[Stored items]
○ ○ ○ ○

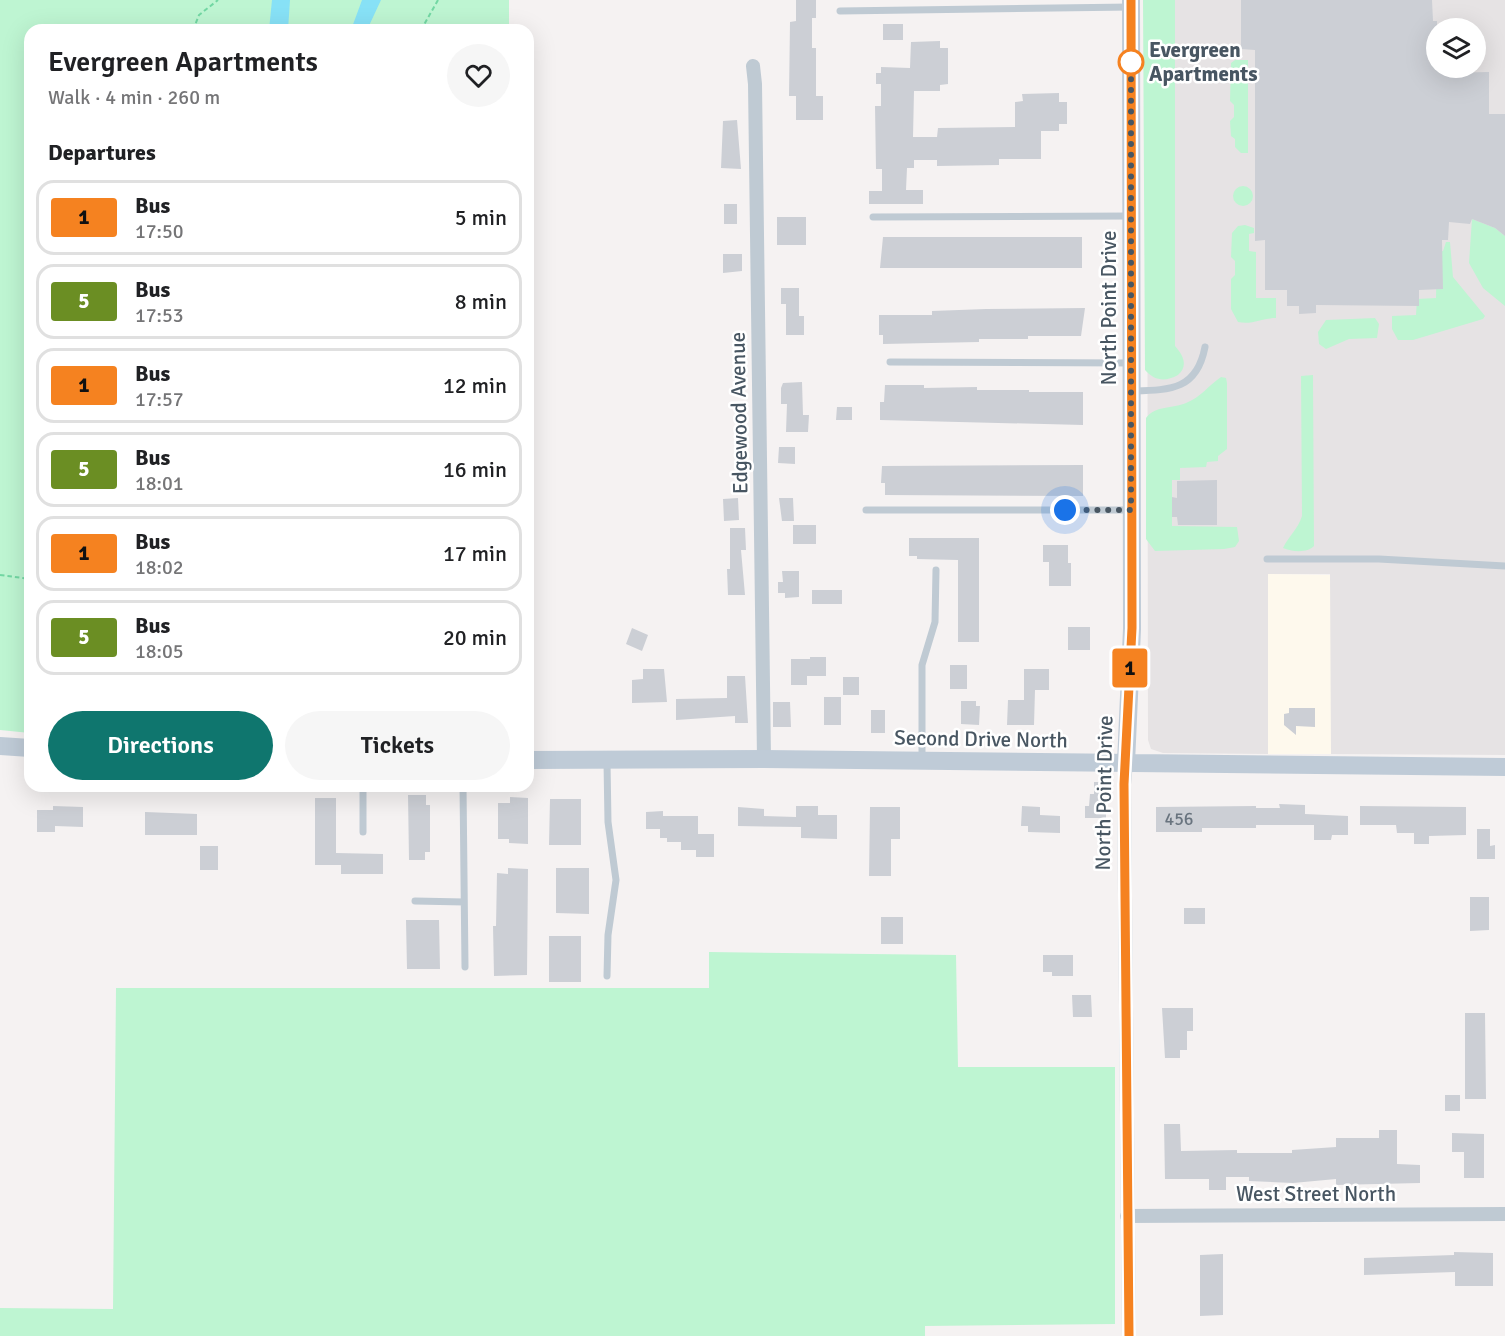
<!DOCTYPE html>
<html lang="en">
<head>
<meta charset="utf-8">
<style>
  :root { --surface:#fff; --page:#f6f6f6; --text:#202124; --muted:#757577; --line:#e0e0e0; --accent:#0f766e }
  body { margin:0; font-family:Signika,sans-serif; background:var(--page); color:var(--text); height:100vh; display:flex; flex-direction:column; font-size:22px; white-space:nowrap }
  * { box-sizing:border-box; margin:0 }
  p { font-size:20px; color:var(--muted) }
  .icon { flex:none; width:33px; height:33px; fill:none; stroke:currentColor; stroke-width:2; stroke-linecap:round; stroke-linejoin:round }
  .map { position:relative; flex:1; overflow:hidden }
  .sheet { position:absolute; left:24px; top:24px; width:510px; height:768px; display:flex; flex-direction:column; background:var(--surface); border-radius:18px; box-shadow:0 6px 24px #0002 }
  .sheet>* { flex:none }
  .badge { padding:0 12px; border-radius:4px; font-size:21px; line-height:39px }
  .tools { position:absolute; left:1426px; top:18px; display:grid; gap:12px }
  .tools a { display:grid; place-items:center; width:60px; height:60px; border-radius:50%; background:var(--surface); box-shadow:0 6px 24px #0002; font-size:30px }
  .you { position:absolute; width:30px; height:30px; margin:-15px; border:4px solid #fff; border-radius:50%; background:#1a73e8; box-shadow:0 0 0 9px #1a73e833 }
  .map>.badge { position:absolute; translate:-50% -50%; box-shadow:0 0 0 3px #fff }
  h2 { padding:0 24px; font-size:22px; line-height:54px }
  .round { display:grid; place-items:center; flex:none; width:63px; height:63px; border-radius:32px; background:var(--page) }
  .headline { display:flex; align-items:center; justify-content:space-between; height:102px; padding:0 24px }
  h1 { font-size:28px; font-weight:600; line-height:45px }
  .action { display:flex; gap:12px; margin-top:auto; padding:12px 24px }
  .action a { flex:1; height:69px; border-radius:36px; background:var(--accent); color:#fff; font-size:24px; font-weight:600; line-height:69px; text-align:center }
  .action a+a { background:var(--page); color:var(--text) }
  ul { padding:0; list-style:none }
  li { display:flex; align-items:center; gap:18px; height:75px; margin:0 12px 9px; padding:0 12px; border:3px solid var(--line); border-radius:18px }
  li div { flex:1 }
  li b { display:block; font-size:22px }
  li em { font-style:normal }
  li .badge { min-width:66px; font-weight:700; text-align:center }
  .map>svg:first-child { display:block }
  .commercial { fill:#fef9ed }
  .education { fill:#e6e3e4; fill-rule:evenodd }
  .green { fill:#bef5d2 }
  .water { fill:#87e1f6 }
  .building { fill:#cccfd5 }
  .lines { fill:none; stroke-linecap:round; stroke-linejoin:round }
  .path { stroke:#72d7a3; stroke-width:2; stroke-dasharray:4.5 3; stroke-linecap:butt }
  .lane { stroke:#bfcad3; stroke-width:7 }
  .street { stroke:#bfcad3; stroke-width:14 }
  .secondary { stroke:#bfcbd7; stroke-width:18 }
  .line-casing { stroke:#fff; stroke-width:14 }
  .line { stroke:#f58220; stroke-width:9 }
  .walk { stroke:#485662; stroke-width:6; stroke-dasharray:0 10.8 }
  .stop-dot { fill:#fff; stroke:#f58220; stroke-width:3 }
  .labels { text-anchor:middle; dominant-baseline:central; stroke-width:5; stroke-linejoin:round; paint-order:stroke }
  .number-label { font-size:18px; fill:#69747f }
  .stop-label { font-size:21px; font-weight:bold; fill:#485662; stroke:#fff; text-anchor:start }
  .street-label { font-size:21px; fill:#485662; stroke:#fff }
</style>
</head>
<body>
<div class="map">
<svg width="1505" height="1336" viewBox="0 0 1505 1336">
  <rect width="100%" height="100%" fill="#f5f2f2"/>
  <path class="commercial" d="M1268,574L1331,575V754H1268Z"/>
  <path class="education" d="M1147,0H1505V755L1331,754L1330,574H1268V754L1163,753L1151,749L1148,740ZM1437,28H1476V68H1437Z"/>
  <path class="green" d="M0,0H509V30H30V733L0,730Z
    M1143,0H1175V346C1184,356 1188,366 1178,375C1165,382 1155,381 1145,370Z
    M1235,60H1248V153H1241L1235,147V139L1231,136L1230,121L1234,117V105L1230,101L1231,63Z
    M1233 196a10 10 0 1 1 20 0a10 10 0 1 1-20 0Z
    M1472,219L1495,228L1505,236V306L1483,288L1469,263Z
    M1245,225L1254,228V233L1249,234V251L1256,252V298H1276V318C1262,318 1253,325 1238,322L1231,309V279L1235,275V261L1231,257L1232,233L1238,226Z
    M1446,242H1450L1453,277L1485,316L1483,319L1413,340H1398L1392,329V316L1416,315L1417,299L1436,298L1437,252L1443,251Z
    M1375,318L1379,324L1377,338L1349,339L1326,349L1319,344L1318,332L1326,320Z
    M1313,375L1314,546C1308,553 1292,552 1283,548C1288,537 1298,529 1302,516L1301,376Z
    M1221,377L1226,378L1227,383V449L1218,456V461L1207,462L1206,467L1180,468V480H1172V526L1237,527L1239,541L1235,547L1224,549L1155,551L1146,539V418C1156,405 1172,409 1186,403C1201,397 1208,386 1221,377Z
    M709,952L956,955L958,1067H1115V1324L925,1326V1336H0V1308L113,1309L116,988H709Z"/>
  <path class="water" d="M272,0H290L288,30H269Z
    M362,0H381L367,30H351Z"/>
  <path class="building" d="M796,0H816V18H812V48H816V96H823V120H796V96H789L790,22L796,21Z
    M1241,0H1432L1433,21H1437V68H1444V73L1489,72V114H1505V236L1495,228L1472,219L1470,224L1449,222L1448,240H1442L1443,289L1419,290V306L1316,305V313L1299,314V306H1287V290H1265V240L1255,241V50L1241,49Z
    M883,24H903V40H883Z
    M940,41V48H948V84L940,85V91H914L913,137H937L938,128L1015,127V102L1023,101L1022,94L1059,93V102H1067V124H1059V131H1041V159H999V165L937,166V160H914V168H907L906,190H923V204H869V191H882V169H876L875,106H881V84H876V73H881V67L910,68L911,42Z
    M737,120L741,169L721,168L723,121Z
    M724,204H737V224H724Z
    M777,217H806V245H777Z
    M883,237H1082V268H880Z
    M723,254H742V271L723,273Z
    M781,288H799V316H804V335H786V304H781Z
    M1085,308L1081,336H1028V339H979V342L883,344V335H879V315H932V311L986,309Z
    M802,382L803,415H809L808,432H786L787,404H781V388L783,383Z
    M885,385H924V388L977,387V390H1029V392H1083V425L880,420V402H884Z
    M837,407H852V420H836Z
    M779,447H795V464L778,463Z
    M1083,465V496L885,495V483H881L882,466Z
    M1217,480V525H1178L1177,517H1172V497L1177,498V481Z
    M738,498L739,520L724,521L723,499Z
    M779,498H793L794,521H782Z
    M793,525H816V544H793Z
    M730,528H745L746,550H741L745,595H728L727,569H730Z
    M909,538H979V642H958V560L917,559V556H909Z
    M1043,545H1068V563H1071V586H1049V562H1043Z
    M782,571H799V597L785,598V593H778V582H783Z
    M812,590H842V604H812Z
    M1068,627H1090V650H1068Z
    M632,628L648,635L642,651L626,644Z
    M810,657H826V676H807V685H791V659H810Z
    M950,665H967V689H950Z
    M643,669H664L667,702L632,703V680L643,679Z
    M1024,669H1049V690H1035L1034,725H1007L1008,700H1024Z
    M727,676H745L748,723H735V716L676,720V699L727,698Z
    M843,677H859V695H843Z
    M824,697H841V725H824Z
    M961,701H976V706H980L979,725L961,724Z
    M773,702H790L791,727H773Z
    M1289,708H1315V727L1296,726V735L1284,725V714L1289,713Z
    M871,710H885V733H871Z
    M1094,782H1106V818H1085V806H1089L1090,794H1094Z
    M408,795H426V805H430V852H425V860H409Z
    M510,797L528,798V844L509,843V839H498V803H510Z
    M315,798H336V853L383,854V874H341V865H315Z
    M550,799H581V845H549Z
    M1279,804L1305,805V814L1348,816V835H1332L1331,840H1314V825H1256V828H1202V832H1156V807L1256,806V808H1280Z
    M53,806L83,807V827L55,826V832H37V810H53Z
    M796,806H818V815H837V839L801,838V827L738,826V807L764,809V816L796,817Z
    M1022,806L1040,807V815L1060,816V833L1028,832V826H1021Z
    M1360,806L1466,807V835L1429,836V844H1414V833H1397L1396,825H1360Z
    M870,807H900V839H891V876H869Z
    M663,811V816H698V834H714V857H696V850H681V842H667V838H660V829H646V812Z
    M145,812L197,814V835H145Z
    M1477,829H1490V846L1495,845V859H1477Z
    M200,846H218V870H200Z
    M508,868L528,869L527,975L494,976L493,926H496L497,873L508,874Z
    M556,868H589V914L556,913Z
    M1470,897H1489V930L1470,931Z
    M1184,908H1205V924H1184Z
    M881,917H903V944H881Z
    M406,920H439L440,969H407Z
    M549,936H581V982H549Z
    M1043,955H1073V976H1052V972H1043Z
    M1072,995H1091L1092,1017H1073Z
    M1162,1008H1193V1031H1187V1050H1180V1058H1165Z
    M1465,1013H1485L1486,1099H1465Z
    M1445,1095H1460V1111H1445Z
    M1164,1124H1180L1181,1151L1237,1150V1153H1292V1150L1336,1147V1138H1379V1130H1397V1164L1420,1165V1183L1336,1185V1179L1293,1183L1249,1181V1177H1226V1190H1209V1179H1165Z
    M1452,1133L1484,1134V1178H1464V1152H1452Z
    M1454,1252L1493,1253V1286H1455V1272L1364,1275V1258L1454,1255Z
    M1223,1254V1315L1200,1316V1255Z"/>
  <g class="lines">
    <path class="path" d="M193,30L199,15L218,0
      M421,30L438,0
      M0,575L30,579"/>
    <path class="lane" d="M840,11L1131,7
      M873,217L1131,216
      M890,362L1131,363
      M1134,391C1172,390 1197,389 1205,347
      M866,510H1131
      M1267,559H1379L1505,566
      M922,761V665L935,622L936,570
      M363,786V832
      M463,786L465,967
      M415,901L464,902
      M607,976L608,935L616,880L608,822L607,762"/>
    <path class="street" d="M753,66L755,84L764,759
      M1126,763L1124,784L1129,1336
      M1127,1216L1505,1214"/>
    <path class="secondary" d="M0,746L30,748
      M528,760L764,759L1505,767
      M1126,763L1132,629L1131,0"/>
  </g>
  <g class="lines">
    <defs>
      <path id="line" d="M1129,1336L1124,784L1132,628L1131,0"/>
    </defs>
    <use href="#line" class="line-casing"/>
    <use href="#line" class="line"/>
    <path class="walk" d="M1065,510H1131V54V62"/>
  </g>
  <circle class="stop-dot" cx="1131" cy="62" r="12"/>
  <g class="labels">
    <g class="number-label">
      <text x="1179" y="819">456</text>
    </g>
    <g class="stop-label">
      <text x="1149" y="50">Evergreen<tspan x="1149" dy="24">Apartments</tspan></text>
    </g>
    <g class="street-label">
      <text transform="translate(1109 308) rotate(-90)">North Point Drive</text>
      <text transform="translate(739 413) rotate(-91)">Edgewood Avenue</text>
      <text transform="translate(981 739) rotate(1)">Second Drive North</text>
      <text transform="translate(1104 793) rotate(-89)">North Point Drive</text>
      <text x="1316" y="1194">West Street North</text>
    </g>
  </g>
</svg>
<div class="tools">
<a><svg class="icon" aria-label="layers" viewBox="0 0 24 24"><path d="M12 4l9 5-9 5-9-5zM3 14l9 5 9-5"/></svg></a>
</div>
<div class="you" style="left:1065px;top:510px"></div>
<b class="badge" style="left:1130px;top:668px;background:#f58220;color:#111">1</b>
<section class="sheet">
<div class="headline"><div><h1>Evergreen Apartments</h1><p>Walk · 4 min · 260 m</p></div><a class="round"><svg class="icon" aria-label="heart" viewBox="0 0 24 24"><path d="M12 20l-8-8c-3-5 5-10 8-4 3-6 11-1 8 4z"/></svg></a></div>
<h2>Departures</h2>
<ul>
<li><span class="badge" style="background:#f58220;color:#111">1</span><div><b>Bus</b><p>17:50</p></div><em>5 min</em></li>
<li><span class="badge" style="background:#6b8e23;color:#fff">5</span><div><b>Bus</b><p>17:53</p></div><em>8 min</em></li>
<li><span class="badge" style="background:#f58220;color:#111">1</span><div><b>Bus</b><p>17:57</p></div><em>12 min</em></li>
<li><span class="badge" style="background:#6b8e23;color:#fff">5</span><div><b>Bus</b><p>18:01</p></div><em>16 min</em></li>
<li><span class="badge" style="background:#f58220;color:#111">1</span><div><b>Bus</b><p>18:02</p></div><em>17 min</em></li>
<li><span class="badge" style="background:#6b8e23;color:#fff">5</span><div><b>Bus</b><p>18:05</p></div><em>20 min</em></li>
</ul>
<div class="action"><a>Directions</a><a>Tickets</a></div>
</section>
</div>
</body>
</html>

○ ○ ○ ○

# Problem requirements
From the entries, give the number of lines where the string "tools" is found, and nothing else.

# Written reply
3